** Dataset excerpts **
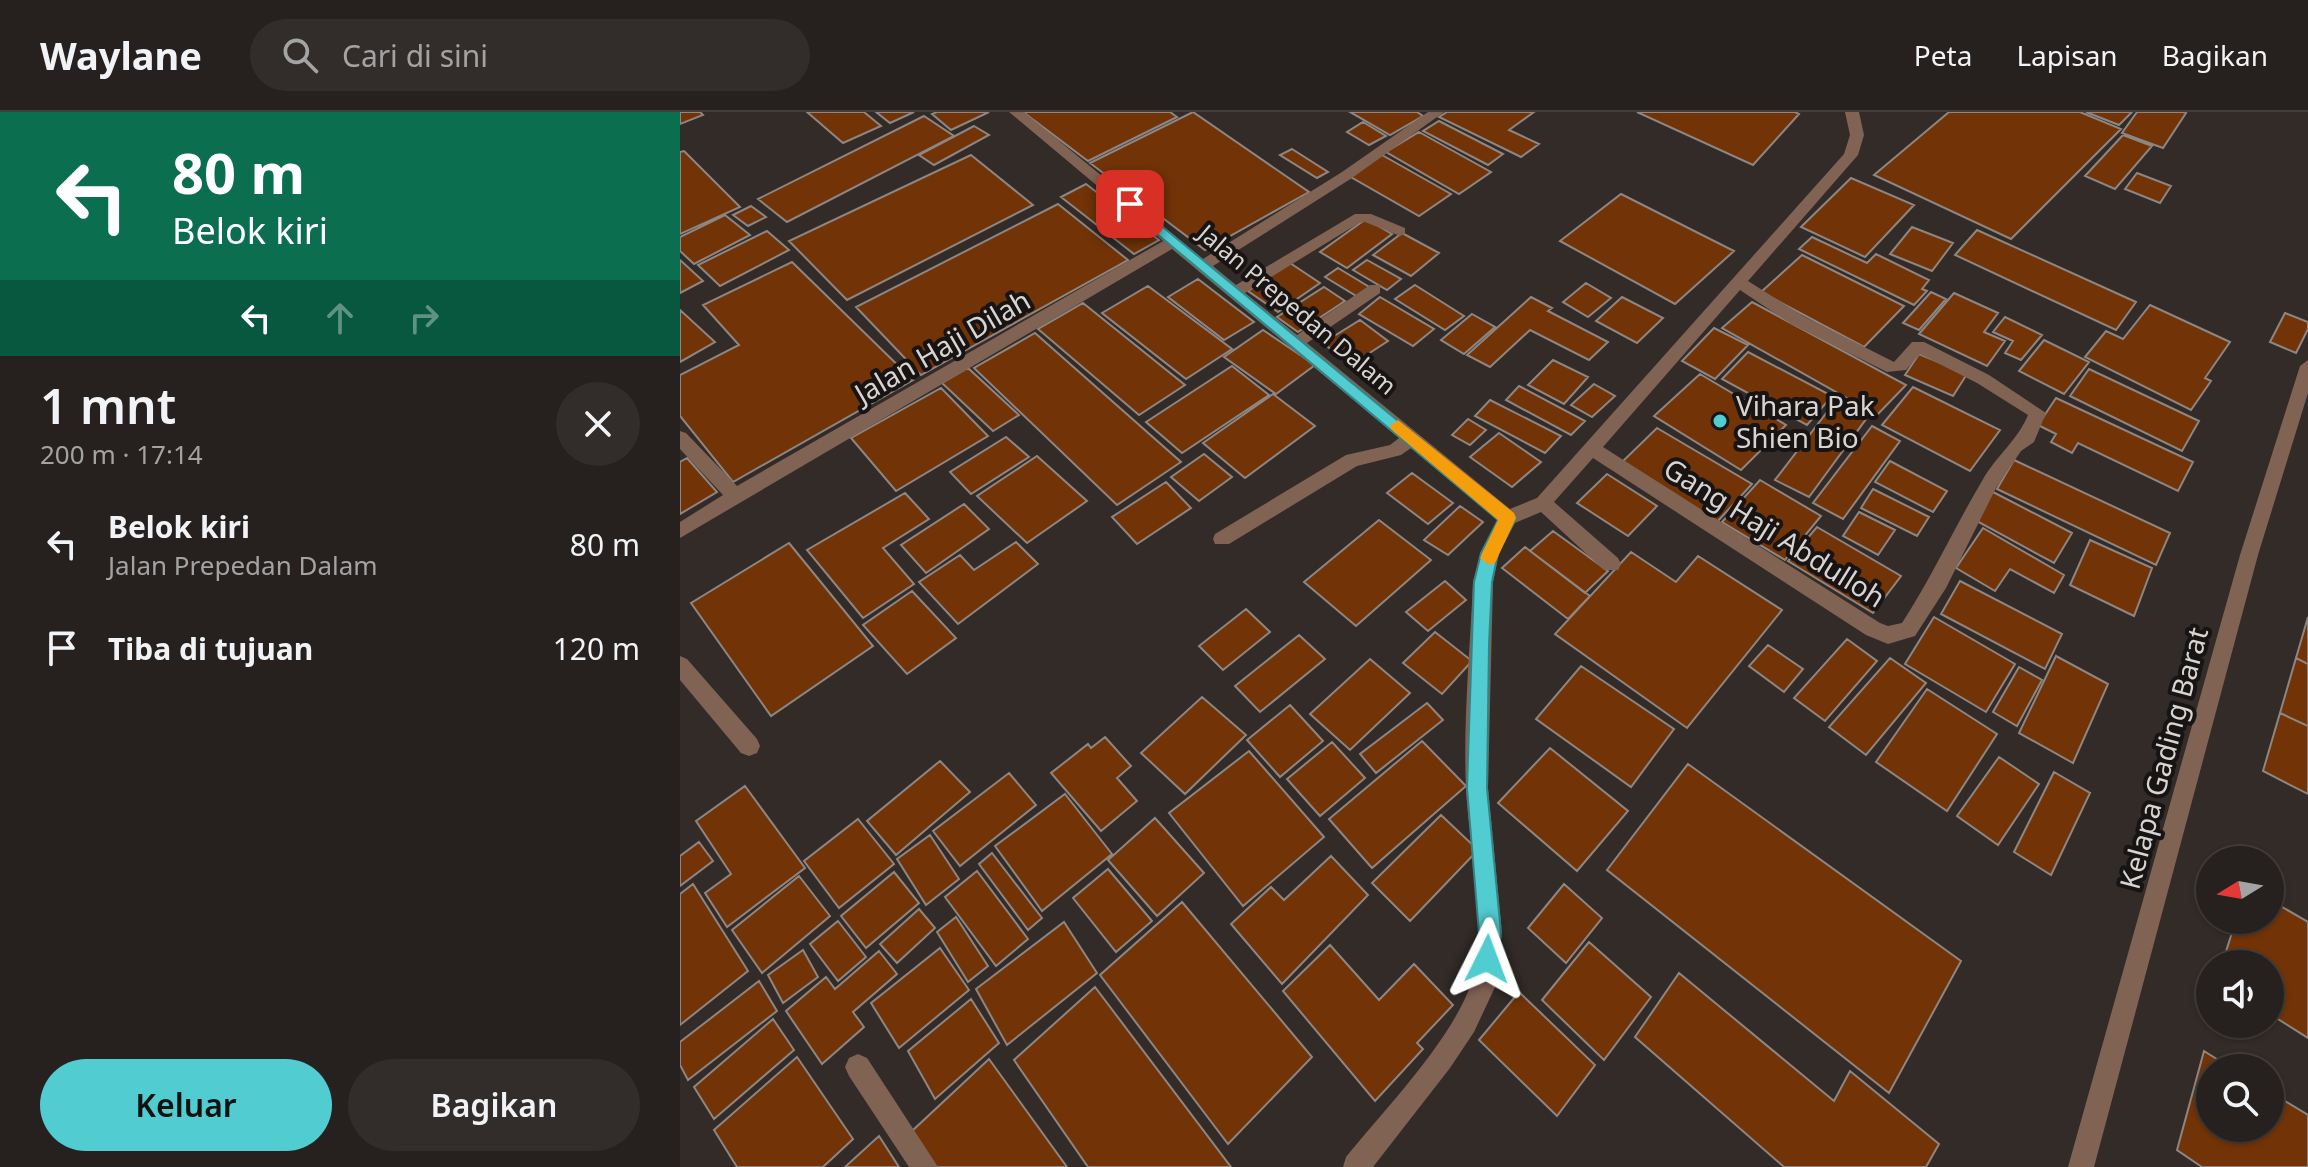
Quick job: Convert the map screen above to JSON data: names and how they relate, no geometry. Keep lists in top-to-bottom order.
{
  "streets": {
    "street": [
      "Jalan Prepedan Dalam",
      "Jalan Haji Dilah",
      "Gang Haji Abdulloh",
      "Kelapa Gading Barat"
    ]
  },
  "crossings": [
    ["Jalan Prepedan Dalam", "Jalan Haji Dilah"]
  ],
  "places": ["Vihara Pak Shien Bio"],
  "north": "left",
  "page": {
    "header": "Waylane",
    "search": "Cari di sini",
    "nav": ["Peta", "Lapisan", "Bagikan"],
    "turn": ["80 m", "Belok kiri"],
    "heading": ["1 mnt", "200 m · 17:14"],
    "list": [
      {
        "name": "Belok kiri",
        "note": "Jalan Prepedan Dalam",
        "value": "80 m"
      },
      {
        "name": "Tiba di tujuan",
        "value": "120 m"
      }
    ],
    "buttons": ["Keluar", "Bagikan"]
  }
}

** Work required **
Type the entries again verbatim. Any pictures should be skipped.

** Response to this exercise **
Quick job: Convert the map screen above to JSON data: names and how they relate, no geometry. Keep lists in top-to-bottom order.
{
  "streets": {
    "street": [
      "Jalan Prepedan Dalam",
      "Jalan Haji Dilah",
      "Gang Haji Abdulloh",
      "Kelapa Gading Barat"
    ]
  },
  "crossings": [
    ["Jalan Prepedan Dalam", "Jalan Haji Dilah"]
  ],
  "places": ["Vihara Pak Shien Bio"],
  "north": "left",
  "page": {
    "header": "Waylane",
    "search": "Cari di sini",
    "nav": ["Peta", "Lapisan", "Bagikan"],
    "turn": ["80 m", "Belok kiri"],
    "heading": ["1 mnt", "200 m · 17:14"],
    "list": [
      {
        "name": "Belok kiri",
        "note": "Jalan Prepedan Dalam",
        "value": "80 m"
      },
      {
        "name": "Tiba di tujuan",
        "value": "120 m"
      }
    ],
    "buttons": ["Keluar", "Bagikan"]
  }
}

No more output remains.